#### GIVEN INFORMATION ####
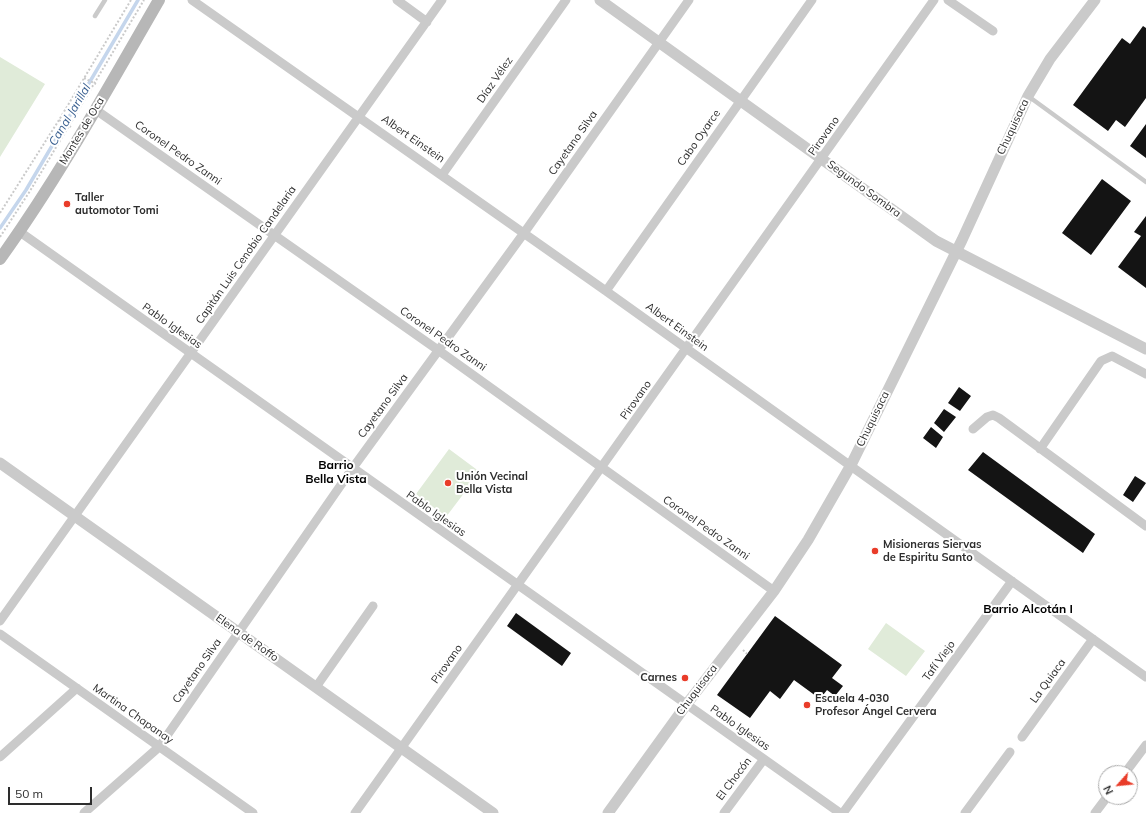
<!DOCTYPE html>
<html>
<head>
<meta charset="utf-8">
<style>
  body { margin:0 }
  #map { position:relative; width:1146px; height:813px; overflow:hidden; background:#fff; font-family:Mulish,sans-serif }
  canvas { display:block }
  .north { position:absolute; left:1098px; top:765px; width:40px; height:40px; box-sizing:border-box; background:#fff; border:1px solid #ababab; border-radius:50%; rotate:243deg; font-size:11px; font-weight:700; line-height:16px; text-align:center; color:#2d2d2d }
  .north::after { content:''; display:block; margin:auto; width:14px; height:18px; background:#e93c29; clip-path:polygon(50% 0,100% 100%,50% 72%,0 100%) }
  .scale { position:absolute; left:8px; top:787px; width:84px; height:18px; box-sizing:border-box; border:2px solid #2d2d2d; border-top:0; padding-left:5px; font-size:12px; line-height:14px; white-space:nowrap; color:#2d2d2d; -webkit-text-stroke:3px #fff; paint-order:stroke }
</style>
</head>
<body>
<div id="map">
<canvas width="1146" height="813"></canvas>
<div class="north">N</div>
<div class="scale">50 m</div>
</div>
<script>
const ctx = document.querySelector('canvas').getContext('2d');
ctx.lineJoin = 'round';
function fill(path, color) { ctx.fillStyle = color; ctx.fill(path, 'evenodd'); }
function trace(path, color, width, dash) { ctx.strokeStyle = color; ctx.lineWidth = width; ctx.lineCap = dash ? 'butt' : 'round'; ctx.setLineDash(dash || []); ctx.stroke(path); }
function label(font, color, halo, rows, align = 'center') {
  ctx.font = font + ' Mulish,sans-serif'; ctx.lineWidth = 4; ctx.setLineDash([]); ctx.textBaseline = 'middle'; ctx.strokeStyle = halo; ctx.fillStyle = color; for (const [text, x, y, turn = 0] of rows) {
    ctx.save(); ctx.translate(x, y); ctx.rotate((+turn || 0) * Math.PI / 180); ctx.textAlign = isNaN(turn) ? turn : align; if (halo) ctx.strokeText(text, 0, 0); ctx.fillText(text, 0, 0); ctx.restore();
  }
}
fill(new Path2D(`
  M0 57 45 84 0 157Z
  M449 449 480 472 446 517 416 494Z
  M886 623 925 651 906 676 868 649Z`), '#e0ebd9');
trace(new Path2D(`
  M0 228 26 190 138 0`), '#c5d6ec', 3.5);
fill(new Path2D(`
  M1143 26 1146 28V98L1125 127 1116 120 1108 131 1073 105 1122 38 1130 44Z
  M1146 124V158L1130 146Z
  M1102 179 1131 201 1091 255 1062 233Z
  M1146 216V288L1118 267 1141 236 1134 232Z
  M959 387 971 396 960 411 948 403Z
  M944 409 956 417 944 432 934 423Z
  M931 427 943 437 936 448 923 438Z
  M983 452 1095 534 1083 553 968 470Z
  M1135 476 1146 483 1133 502 1123 495Z
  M516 613 571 653 562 666 507 626Z
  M775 616 842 665 832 678 843 686 835 696 827 690 820 699 794 680 780 699 770 691 750 718 717 695Z`), '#141414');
trace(new Path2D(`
  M84 78 96 84
  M59 120 71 127
  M0 213 59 120 131 0
  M0 237 30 191 144 0
  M743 650 747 654`), '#cacaca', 2, [2, 2]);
trace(new Path2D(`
  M95 16 105 0
  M1028 96 1146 182`), '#cacaca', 4.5);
trace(new Path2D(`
  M192 0 606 291 1146 677
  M397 0 427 22
  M948 0 993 31
  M96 110 438 350 774 591
  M442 175 566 0
  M20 232 840 813
  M606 291 812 0
  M973 429 987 417 993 415 999 418 1146 526
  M1040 449 1101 361 1112 356 1146 374
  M0 621 442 0
  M0 634 253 813
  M316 687 373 606
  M1022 737 1093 639
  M0 757 77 688
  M1125 773 1146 745
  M84 813 159 747 352 469 524 233 689 0
  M355 813 934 0
  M724 813 764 759
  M843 813 1012 581
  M965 813 1010 752
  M1095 813 1107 797`), '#cacaca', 9);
trace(new Path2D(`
  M600 0 936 241 1146 349
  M0 463 493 813
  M608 813 686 705 774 591 808 540 851 465 962 240 1028 96 1050 59 1095 0`), '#cacaca', 11);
trace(new Path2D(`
  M0 259C59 177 108 88 159 0`), '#b7b7b7', 12);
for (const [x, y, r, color] of [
  [67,204,4,"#e93c29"],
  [448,483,4,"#e93c29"],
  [875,551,4,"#e93c29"],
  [685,678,4,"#e93c29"],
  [807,705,4,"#e93c29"]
]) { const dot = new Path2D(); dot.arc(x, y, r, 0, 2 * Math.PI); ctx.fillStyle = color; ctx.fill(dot); trace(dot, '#fff', 1.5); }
label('11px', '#2d2d2d', '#fff', [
  ["Díaz Vélez",495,80,-55],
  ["Chuquisaca",1013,127,-65],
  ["Montes de Oca",82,131,-59],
  ["Pirovano",824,136,-55],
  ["Cabo Oyarce",699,138,-55],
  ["Albert Einstein",413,139,35],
  ["Cayetano Silva",573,143,-55],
  ["Coronel Pedro Zanni",178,153,35],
  ["Segundo Sombra",864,189,36],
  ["Capitán Luis Cenobio Candelaria",246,255,-55],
  ["Pablo Iglesias",172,326,35],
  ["Albert Einstein",677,327,36],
  ["Coronel Pedro Zanni",443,339,35],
  ["Pirovano",636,400,-55],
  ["Cayetano Silva",383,406,-54],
  ["Chuquisaca",873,419,-64],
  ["Pablo Iglesias",436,514,35],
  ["Coronel Pedro Zanni",706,528,35],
  ["Elena de Roffo",247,638,35],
  ["Tafí Viejo",939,661,-54],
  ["Pirovano",447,664,-55],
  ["Cayetano Silva",197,671,-55],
  ["La Quiaca",1048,681,-54],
  ["Chuquisaca",697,690,-53],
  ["Martina Chapanay",133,714,35],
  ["Pablo Iglesias",740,728,35],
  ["El Chocón",734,779,-53]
]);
label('bold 11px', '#2d2d2d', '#fff', [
  ["Taller",75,198],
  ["automotor Tomi",75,211],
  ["Unión Vecinal",456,477],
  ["Bella Vista",456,490],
  ["Misioneras Siervas",883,545],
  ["de Espiritu Santo",883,558],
  ["Carnes",677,678,"right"],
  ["Escuela 4-030",815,699],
  ["Profesor Ángel Cervera",815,712]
], 'left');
label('italic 12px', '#395f90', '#fff', [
  ["Canal Jarillal",70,115,-59]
]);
label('bold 12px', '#000', '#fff', [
  ["Barrio",336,465],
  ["Bella Vista",336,479],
  ["Barrio Alcotán I",1028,609]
]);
</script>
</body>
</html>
####
#### [ABOUT THIS EXERCISE]
Within the data above, tally every line that has "align" in it. Answer with the number only.

#### [EXERCISE RESULT]
3